**** DATA FOR ANALYSIS
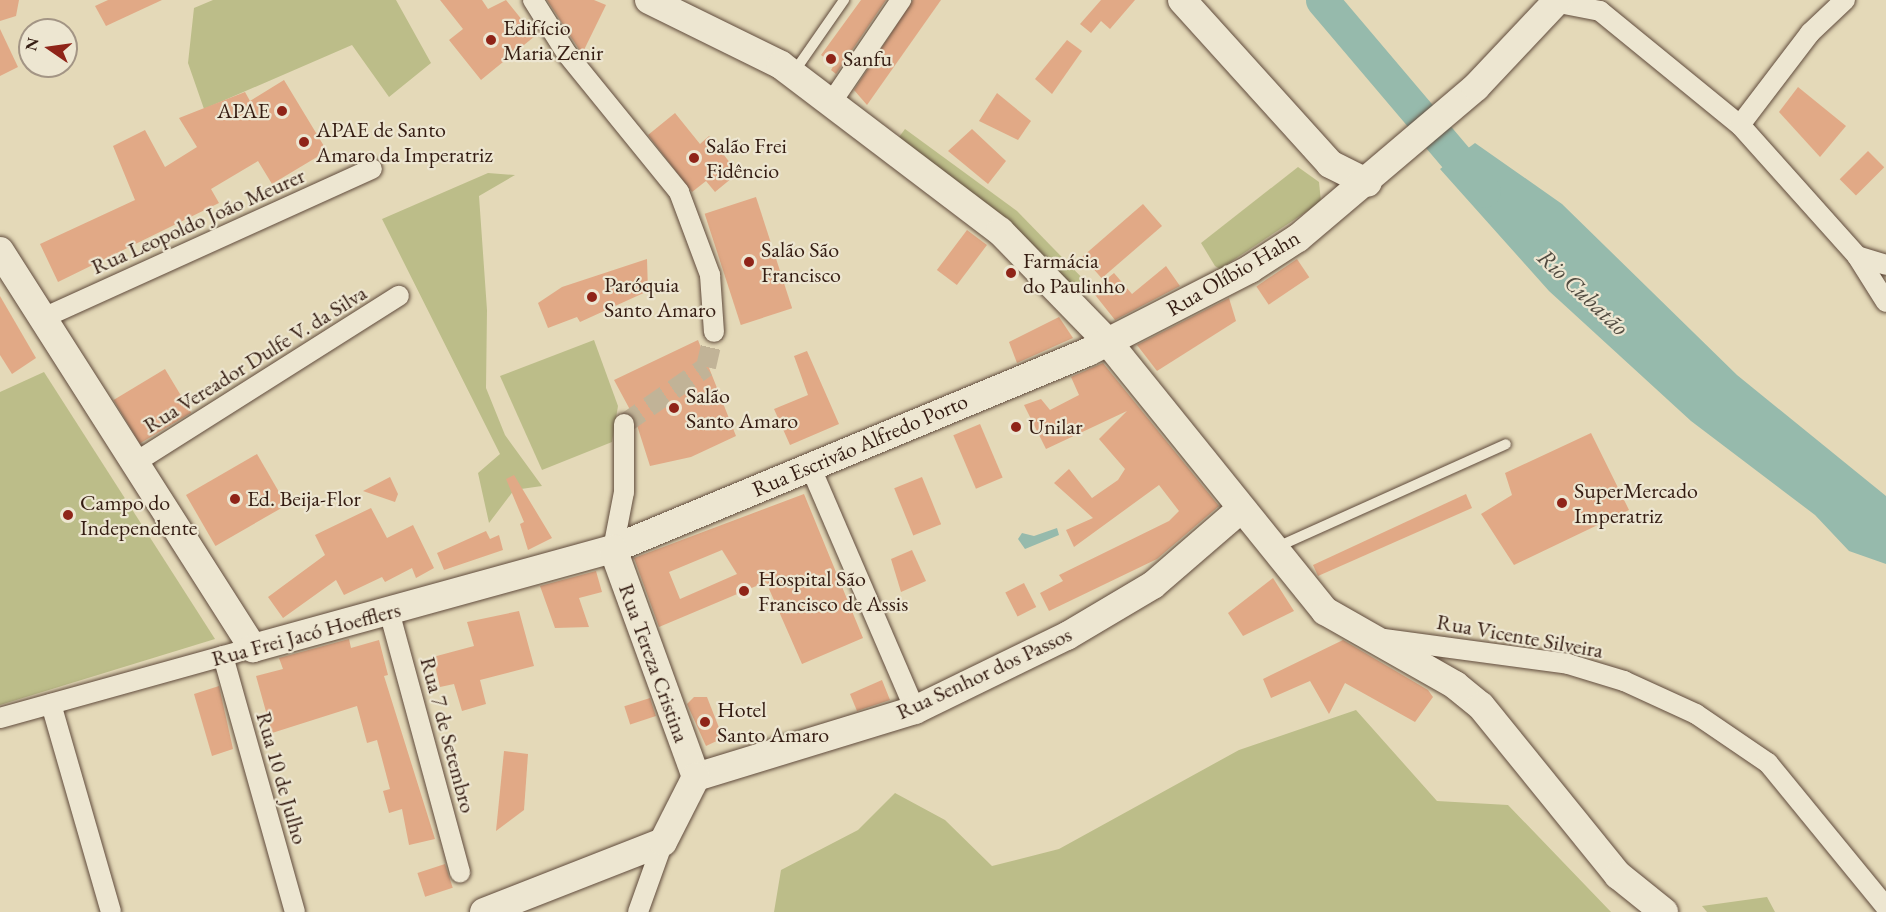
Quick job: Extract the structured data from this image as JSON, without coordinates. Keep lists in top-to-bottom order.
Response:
********
**** DATA FOR ANALYSIS
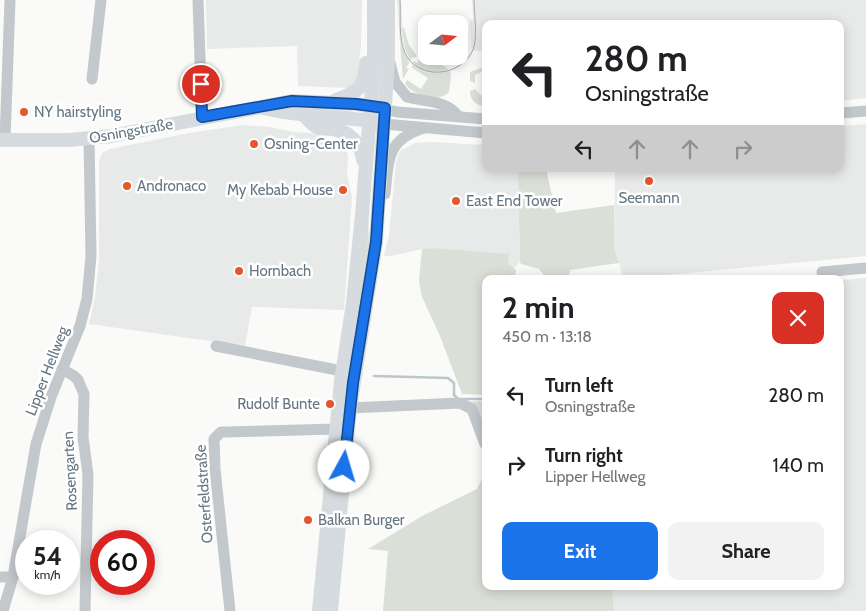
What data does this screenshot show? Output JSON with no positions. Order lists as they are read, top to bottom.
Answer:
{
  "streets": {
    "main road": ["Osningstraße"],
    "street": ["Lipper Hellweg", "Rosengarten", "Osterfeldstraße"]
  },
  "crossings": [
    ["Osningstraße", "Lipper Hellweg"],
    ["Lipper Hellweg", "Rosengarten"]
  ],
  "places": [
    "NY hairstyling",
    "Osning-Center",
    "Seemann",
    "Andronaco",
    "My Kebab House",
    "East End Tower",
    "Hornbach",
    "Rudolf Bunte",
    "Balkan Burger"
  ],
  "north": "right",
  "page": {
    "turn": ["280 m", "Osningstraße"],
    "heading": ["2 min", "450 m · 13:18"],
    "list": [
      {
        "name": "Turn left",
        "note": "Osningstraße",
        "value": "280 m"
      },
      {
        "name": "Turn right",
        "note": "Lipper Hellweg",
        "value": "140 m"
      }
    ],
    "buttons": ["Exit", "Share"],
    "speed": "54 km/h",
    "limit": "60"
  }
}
********
▶ TASK TO CARRY OUT
Copy each line above containing the string "JSON".

▶ TASK RESPONSE
Quick job: Extract the structured data from this image as JSON, without coordinates. Keep lists in top-to-bottom order.
What data does this screenshot show? Output JSON with no positions. Order lists as they are read, top to bottom.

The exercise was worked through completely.